Unnamed: 0,type,author,title,body,created_date,score,url
61,submission,Schmiple,Petition for Mac Version,,2024-01-16 22:18:20,53,https://i.redd.it/ieyszht1nvcc1.jpeg
90,submission,,anyone wanna hop on some bopl battle?,,2024-01-16 04:12:29,4,https://www.reddit.com/r/Bopl_Battle/comments/...
108,submission,Diego-who,If SUPER SMASH had DEADLY SLIMES💣! ~ Bopl Battle,,2024-01-13 15:12:34,2,https://youtu.be/RCWQA-TAHpU
126,submission,Secret-Net-3660,Does anyone know what this ability is,,2024-01-09 17:26:28,20,https://i.redd.it/fo4648do8gbc1.jpeg
245,submission,BColen1c,Lookin for someone to play,,2023-12-27 20:26:04,3,https://www.reddit.com/r/Bopl_Battle/comments/...
250,submission,WackyModer,Bad Apple Bopl Battle (It sounds and looks bet...,,2023-12-24 22:12:36,30,https://v.redd.it/g2w50sfvgb8c1
266,submission,kurdistanmonke,My Friend Coping In Bopl Battle,,2023-12-23 21:41:34,2,https://www.youtube.com/watch?v=6q1RJk1ZKm8
267,submission,Serious-Thought-6138,can somebody play with me in bopl battle,,2023-12-23 07:34:45,5,https://www.reddit.com/r/Bopl_Battle/comments/...
272,submission,AmorguSUS,Can you cancle a grappling hook(your own and o...,,2023-12-23 01:10:58,4,https://www.reddit.com/r/Bopl_Battle/comments/...
275,submission,Other_East_6912,Particle accelerator,,2023-12-22 08:02:09,16,https://v.redd.it/ixp4ny2kzs7c1


In [109]:
df['body'] = df['body'].fillna(' ')
df['title'] = df['title'].fillna(' ')


In [111]:
def remove_emoticons_and_url_links(text):
    # Pattern for urls
    url_pattern = r'https?://\S+|www\.\S+'

    # Pattern for emojis using unicode
    emoji_pattern = (
        r'[^\x00-\x7F]'  # Non-ASCII characters
        r'|[\U00010000-\U0010FFFF]'  # emojis
    )

    # Remove URLs
    clean_text = re.sub(url_pattern, '', text)

    # Remove emoticon
    clean_text = re.sub(emoji_pattern, '', clean_text)

    return clean_text

In [113]:
df['title'] = df['title'].apply(remove_emoticons_and_url_links)
df['body'] = df['body'].apply(remove_emoticons_and_url_links)

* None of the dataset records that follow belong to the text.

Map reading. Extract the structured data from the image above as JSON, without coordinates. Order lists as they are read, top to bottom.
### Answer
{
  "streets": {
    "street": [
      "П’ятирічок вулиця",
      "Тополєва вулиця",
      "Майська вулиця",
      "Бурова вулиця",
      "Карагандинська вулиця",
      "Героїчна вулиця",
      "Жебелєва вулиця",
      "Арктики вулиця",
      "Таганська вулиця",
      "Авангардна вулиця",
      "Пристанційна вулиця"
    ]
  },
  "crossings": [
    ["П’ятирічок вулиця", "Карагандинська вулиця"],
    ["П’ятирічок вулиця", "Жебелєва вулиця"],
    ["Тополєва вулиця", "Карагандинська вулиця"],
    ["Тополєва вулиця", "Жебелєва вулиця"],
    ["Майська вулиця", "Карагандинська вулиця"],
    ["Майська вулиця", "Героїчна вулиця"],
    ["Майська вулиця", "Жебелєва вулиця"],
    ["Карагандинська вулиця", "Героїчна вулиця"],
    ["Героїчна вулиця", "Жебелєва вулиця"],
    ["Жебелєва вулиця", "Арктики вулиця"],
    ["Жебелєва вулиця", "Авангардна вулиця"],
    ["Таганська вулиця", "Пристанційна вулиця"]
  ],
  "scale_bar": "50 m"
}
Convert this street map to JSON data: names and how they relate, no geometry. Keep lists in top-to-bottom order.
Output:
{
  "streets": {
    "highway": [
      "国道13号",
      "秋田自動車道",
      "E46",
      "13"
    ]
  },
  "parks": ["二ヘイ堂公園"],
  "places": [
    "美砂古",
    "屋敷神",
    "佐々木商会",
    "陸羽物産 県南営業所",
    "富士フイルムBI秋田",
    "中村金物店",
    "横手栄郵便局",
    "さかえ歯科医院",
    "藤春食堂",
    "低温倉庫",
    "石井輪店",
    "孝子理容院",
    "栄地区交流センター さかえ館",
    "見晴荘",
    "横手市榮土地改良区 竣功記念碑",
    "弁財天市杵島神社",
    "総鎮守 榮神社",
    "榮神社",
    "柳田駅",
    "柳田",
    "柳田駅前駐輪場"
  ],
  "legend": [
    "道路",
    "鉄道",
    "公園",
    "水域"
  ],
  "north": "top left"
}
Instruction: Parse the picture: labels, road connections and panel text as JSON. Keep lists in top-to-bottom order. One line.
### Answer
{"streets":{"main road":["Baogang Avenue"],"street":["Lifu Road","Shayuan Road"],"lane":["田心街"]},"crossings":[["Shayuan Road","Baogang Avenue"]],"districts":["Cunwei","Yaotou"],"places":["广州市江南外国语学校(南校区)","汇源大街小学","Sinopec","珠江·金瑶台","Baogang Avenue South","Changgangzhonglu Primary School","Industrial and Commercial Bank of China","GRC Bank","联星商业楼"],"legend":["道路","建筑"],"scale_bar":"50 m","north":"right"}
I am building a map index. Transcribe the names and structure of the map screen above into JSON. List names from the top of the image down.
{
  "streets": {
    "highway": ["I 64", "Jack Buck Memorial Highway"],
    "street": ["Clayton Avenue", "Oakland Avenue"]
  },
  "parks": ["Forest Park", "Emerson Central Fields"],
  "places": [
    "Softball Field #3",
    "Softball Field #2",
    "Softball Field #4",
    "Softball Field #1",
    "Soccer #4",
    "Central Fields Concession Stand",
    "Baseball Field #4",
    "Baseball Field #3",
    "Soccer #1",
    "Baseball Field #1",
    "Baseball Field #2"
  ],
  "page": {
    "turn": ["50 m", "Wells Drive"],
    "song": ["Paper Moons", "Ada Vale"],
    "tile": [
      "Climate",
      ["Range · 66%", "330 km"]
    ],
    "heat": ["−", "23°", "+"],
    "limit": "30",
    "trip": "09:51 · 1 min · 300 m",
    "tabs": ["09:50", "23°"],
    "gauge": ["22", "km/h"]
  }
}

# collecting youtube relevant data

In [115]:
# Define YouTube-related keywords
youtube_keywords = [
    'youtube', 'youtuber', 'video', 'channel', 'subscribe',
    'watched', 'stream', 'streamer', 'reaction', 'playthrough',
    "let's play", 'review', 'gameplay', 'walkthrough', 'tutorial',
    'live stream', 'commentary', 'episode', 'highlight', 'vlog',
    'content creator', 'subscribed', 'unboxing', 'collab',
    'featured in', 'reaction video', 'uploaded', 'livestreamed',
    'clip', 'clips', 'playback', 'fan of', 'mentioned in', 'shared by', 'suggested'
]

# List to store the indices of relevant rows
relevant_rows = []

# Loop through each row and search for YouTube-related keywords
for i in range(len(df)):
    # Combine title, body, and url columns for keyword search
    text = f"{df.iloc[i]['title']} {df.iloc[i]['body']} {str(df.iloc[i].get('url', ''))}"

    
    # Check if any YouTube-related keyword is present
    if any(re.search(rf'\b{keyword}\b', text, re.IGNORECASE) for keyword in youtube_keywords):
        relevant_rows.append(i)

# Create a new DataFrame with the relevant rows
youtube_relevant_df = df.iloc[relevant_rows]

list_of_dicts = youtube_relevant_df.to_dict(orient='records')

# Create the dictionary with the desired format
data_to_write = {"submissions": list_of_dicts}

# Write the dictionary to a JSON file
with open('processed_youtube_relevant_Bopl_Battle', 'w') as json_file:
    json.dump(data_to_write, json_file, indent=4)

# Save the filtered data to a new CSV file
output_path = "processed_youtube_relevant_Bopl_Battle.csv"
youtube_relevant_df.to_csv(output_path, index=False)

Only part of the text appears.